DataHub also depends on many underlying infrastructure and services to function, including a message broker, a search engine, graph database, and a relational database like MySQL or PostgreSQL. AWS offers a range of managed and serverless services that can meet the needs of DataHub and simplify its deployment and operation.
- DataHub can use Amazon Managed Streaming for Apache Kafka (MSK) as the messaging layer for metadata ingestion and consumption. MSK is a fully managed Apache Kafka service, so you don't need to handles the provisioning, configuration, and maintenance of Kafka cluster.
- DataHub stores metadata in both relational database and a search engine. For the relational database, this blueprint uses Amazon RDS for MySQL, which is also a managed service that simplifies the setup and operation of MySQL databases. RDS for MySQL also provides the high availability, security, and other features DataHub needs to store the metadata.
- For search engine, this blueprint uses Amazon OpenSearch service to provide fast and scalable search capabilities for the metadata.
- This blueprint deployes a Schema Registry service on EKS for DataHub. You may also choose to use Glue Schema Registry (https://docs.aws.amazon.com/glue/latest/dg/schema-registry.html) instead. Support for Glue Schema Registry will be included in future release of this blueprint.
Deploying the Solution
This blueprint deploys an EKS Cluster into a new VPC by default:
- Creates a new sample VPC, 2 Private Subnets and 2 Public Subnets
- Creates Internet gateway for Public Subnets and NAT Gateway for Private Subnets
You may also deploy to an existing VPC by setting value for create_vpc
variable to false
and specify vpc_id
, private_subnet_ids
, and vpc_cidr
values.
- Creates EKS Cluster Control plane with public endpoint (for demo reasons only) with core managed node group, on-demand node group and Spot node group for Spark workloads.
- Deploys Metrics server, Cluster Autoscaler, Prometheus server and AMP workspace, and AWS LoadBalancer Controller.
It then provisions the storage services for DataHub.
- Creates security group, and an OpenSearch domain with one data node in each of the private subnets / AZs that EKS cluster is deployed on.
- Creates security group, kms key, and configuration for MSK. Creates the MSK cluster with one broker in each of the private subnets.
- Creates an RDS MySQL db instance with multi-AZ enabled.
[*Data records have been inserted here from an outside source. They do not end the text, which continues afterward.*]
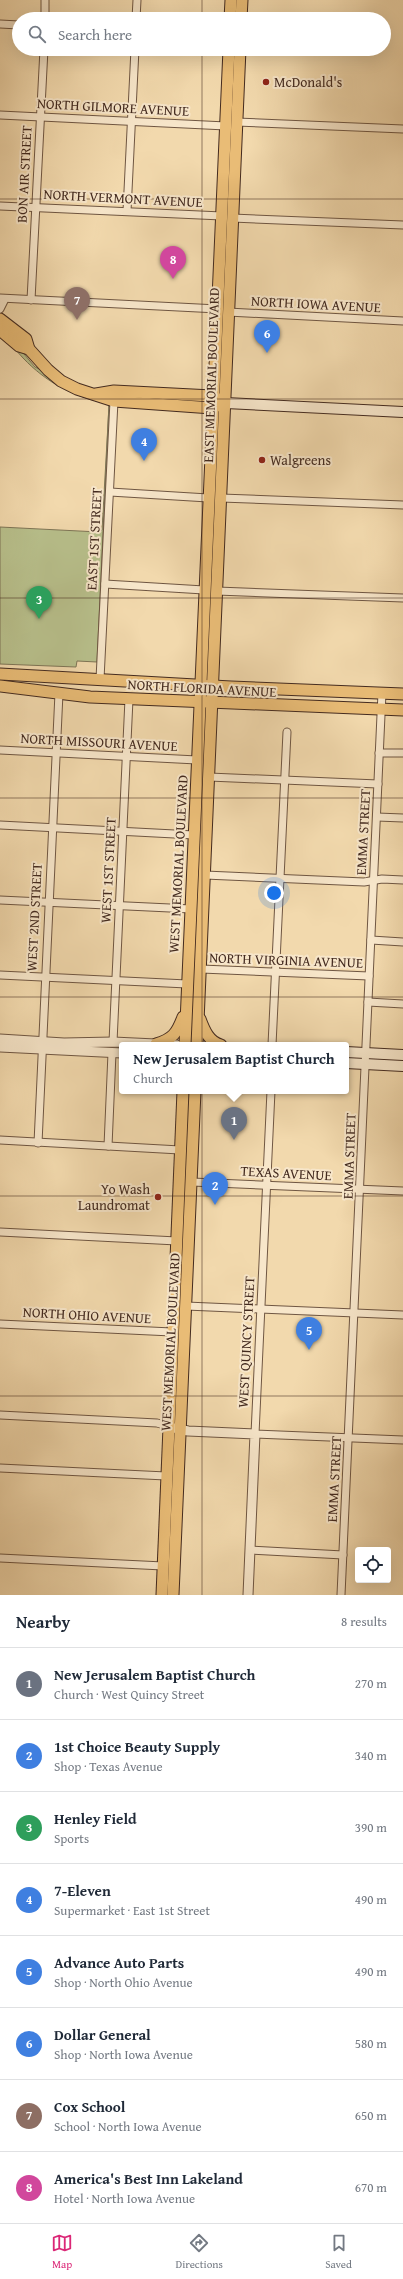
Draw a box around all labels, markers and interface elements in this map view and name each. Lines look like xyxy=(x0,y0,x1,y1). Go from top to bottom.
search box xyxy=(12,12,391,56)
icon: search xyxy=(26,23,48,45)
text: Search here xyxy=(58,24,132,45)
place label: McDonald's xyxy=(274,72,342,92)
marker: McDonald's xyxy=(261,77,271,87)
street label: NORTH GILMORE AVENUE xyxy=(36,93,190,121)
street label: BON AIR STREET xyxy=(11,125,37,223)
street label: NORTH VERMONT AVENUE xyxy=(43,184,203,212)
pin: 8 xyxy=(160,246,186,279)
pin: 7 xyxy=(64,287,90,320)
street label: EAST MEMORIAL BOULEVARD xyxy=(198,287,224,463)
street label: NORTH IOWA AVENUE xyxy=(251,291,381,317)
pin: 6 xyxy=(254,320,280,353)
pin: 4 xyxy=(131,428,157,461)
place label: Walgreens xyxy=(270,450,331,470)
marker: Walgreens xyxy=(257,455,267,465)
street label: EAST 1ST STREET xyxy=(81,487,107,591)
pin: 3 xyxy=(26,586,52,619)
street label: NORTH FLORIDA AVENUE xyxy=(127,674,277,702)
street label: NORTH MISSOURI AVENUE xyxy=(20,728,178,756)
street label: WEST MEMORIAL BOULEVARD xyxy=(163,774,193,954)
street label: EMMA STREET xyxy=(351,788,375,876)
street label: WEST 1ST STREET xyxy=(95,816,121,923)
street label: WEST 2ND STREET xyxy=(21,862,47,972)
your location xyxy=(264,883,284,903)
street label: NORTH VIRGINIA AVENUE xyxy=(209,947,363,973)
popup xyxy=(119,1042,349,1094)
text: New Jerusalem Baptist Church xyxy=(133,1048,335,1069)
text: Church xyxy=(133,1069,173,1088)
pin: 1 xyxy=(221,1107,247,1140)
street label: EMMA STREET xyxy=(337,1112,361,1200)
street label: TEXAS AVENUE xyxy=(240,1161,332,1185)
pin: 2 xyxy=(202,1172,228,1205)
place label: Yo Wash Laundromat xyxy=(78,1179,150,1215)
marker: Yo Wash Laundromat xyxy=(153,1192,163,1202)
street label: WEST MEMORIAL BOULEVARD xyxy=(155,1252,185,1432)
street label: WEST QUINCY STREET xyxy=(233,1276,259,1408)
street label: NORTH OHIO AVENUE xyxy=(22,1302,152,1328)
pin: 5 xyxy=(296,1317,322,1350)
street label: EMMA STREET xyxy=(322,1435,346,1523)
map controls xyxy=(355,1547,391,1583)
button: locate xyxy=(355,1547,391,1583)
text: Nearby xyxy=(16,1609,70,1634)
text: 8 results xyxy=(341,1612,387,1631)
text: New Jerusalem Baptist Church xyxy=(54,1664,255,1685)
text: 1 xyxy=(26,1674,32,1693)
text: 270 m xyxy=(355,1674,387,1693)
text: Church · West Quincy Street xyxy=(54,1685,204,1704)
text: 1st Choice Beauty Supply xyxy=(54,1736,220,1757)
text: 2 xyxy=(26,1746,32,1765)
text: 340 m xyxy=(355,1746,387,1765)
text: Shop · Texas Avenue xyxy=(54,1757,163,1776)
text: Henley Field xyxy=(54,1808,137,1829)
text: 3 xyxy=(26,1818,32,1837)
text: 390 m xyxy=(355,1818,387,1837)
text: Sports xyxy=(54,1829,89,1848)
text: 7-Eleven xyxy=(54,1880,111,1901)
text: 4 xyxy=(26,1890,32,1909)
text: 490 m xyxy=(355,1890,387,1909)
text: Supermarket · East 1st Street xyxy=(54,1901,210,1920)
text: Advance Auto Parts xyxy=(54,1952,184,1973)
text: 5 xyxy=(26,1962,32,1981)
text: 490 m xyxy=(355,1962,387,1981)
text: Shop · North Ohio Avenue xyxy=(54,1973,193,1992)
text: Dollar General xyxy=(54,2024,151,2045)
text: 6 xyxy=(26,2034,32,2053)
text: 580 m xyxy=(355,2034,387,2053)
text: Shop · North Iowa Avenue xyxy=(54,2045,193,2064)
text: Cox School xyxy=(54,2096,125,2117)
text: 7 xyxy=(26,2106,32,2125)
text: 650 m xyxy=(355,2106,387,2125)
text: School · North Iowa Avenue xyxy=(54,2117,202,2136)
text: America's Best Inn Lakeland xyxy=(54,2168,243,2189)
text: 8 xyxy=(26,2178,32,2197)
text: 670 m xyxy=(355,2178,387,2197)
text: Hotel · North Iowa Avenue xyxy=(54,2189,195,2208)
tab: Map xyxy=(51,2232,73,2272)
tab: Directions xyxy=(176,2232,223,2272)
tab: Saved xyxy=(325,2232,352,2272)

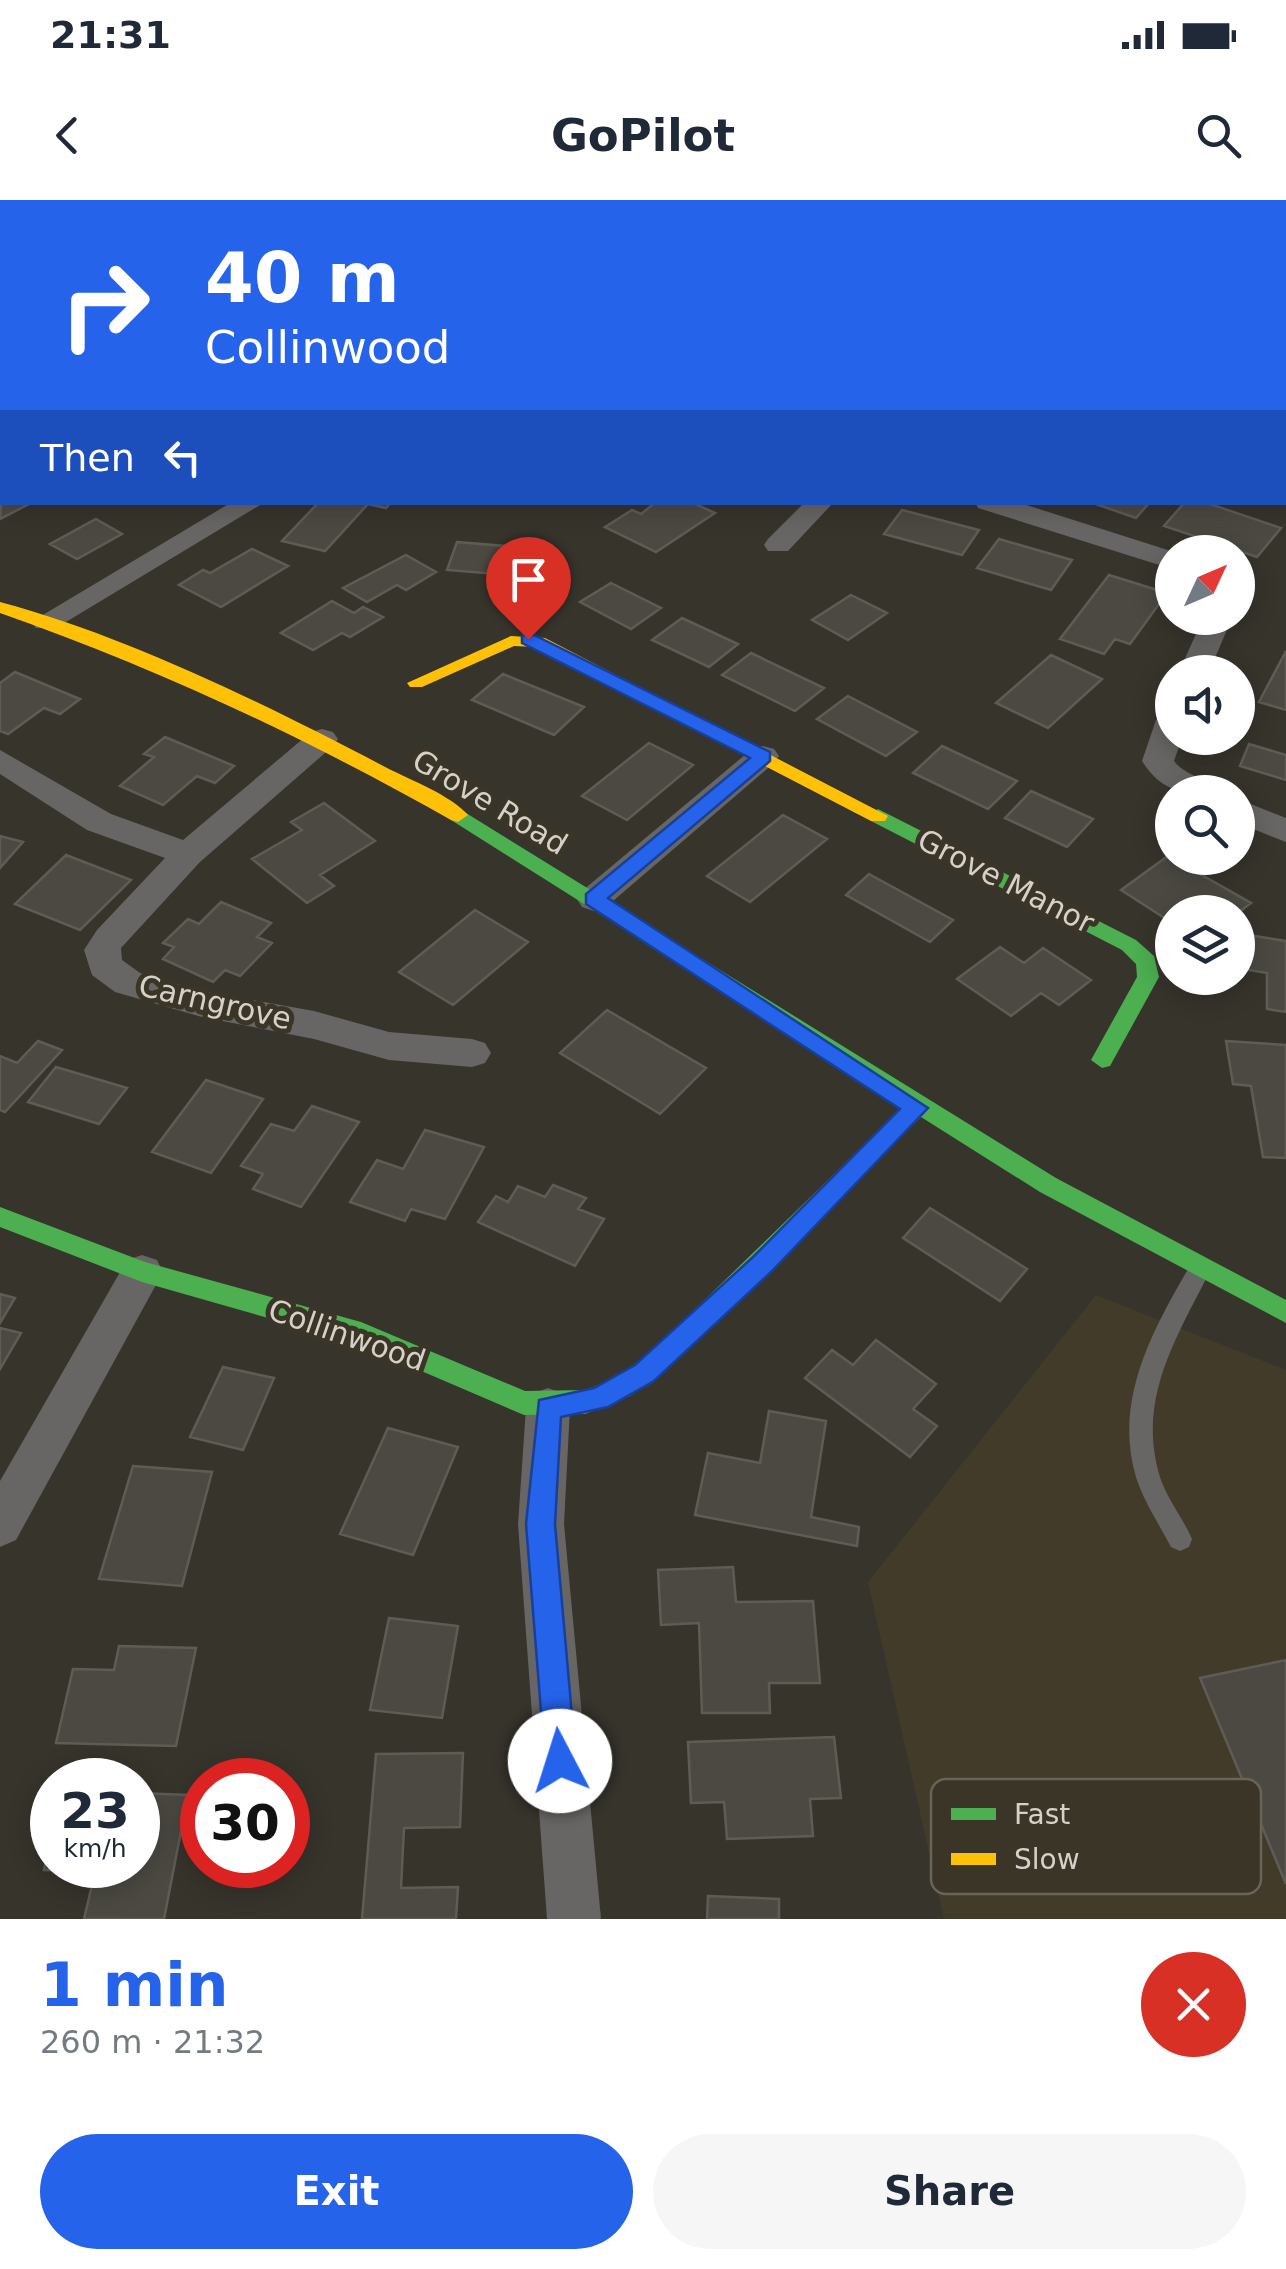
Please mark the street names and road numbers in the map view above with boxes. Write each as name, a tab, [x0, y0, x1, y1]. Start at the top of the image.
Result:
street label: Grove Road	[406, 742, 574, 862]
street label: Grove Manor	[912, 822, 1101, 941]
street label: Carngrove	[135, 967, 295, 1037]
street label: Collinwood	[264, 1292, 430, 1378]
Finally it deployes the datahub-prerequisites and datahub helm charts to setup the datahub pods / services on the EKS cluster. Ingress is enabled (as configured in datahub_values.yaml) and AWS LoadBalancer Controller will provision an ALB to expose the DataHub frontend UI.
You may customize the blueprint by changing values in variables.tf
, to deploy to a different region (default to us-west-2
), use different cluster name, number of subnets / AZs, or disable addons like fluentbit
If you already have opensearch service in the account, the service-linked role for OpenSearch exists already. You will need to change default value for variable create_iam_service_linked_role_es
to false
to avoid error in deployment.
Prerequisites
Ensure that you have installed the following tools on your machine.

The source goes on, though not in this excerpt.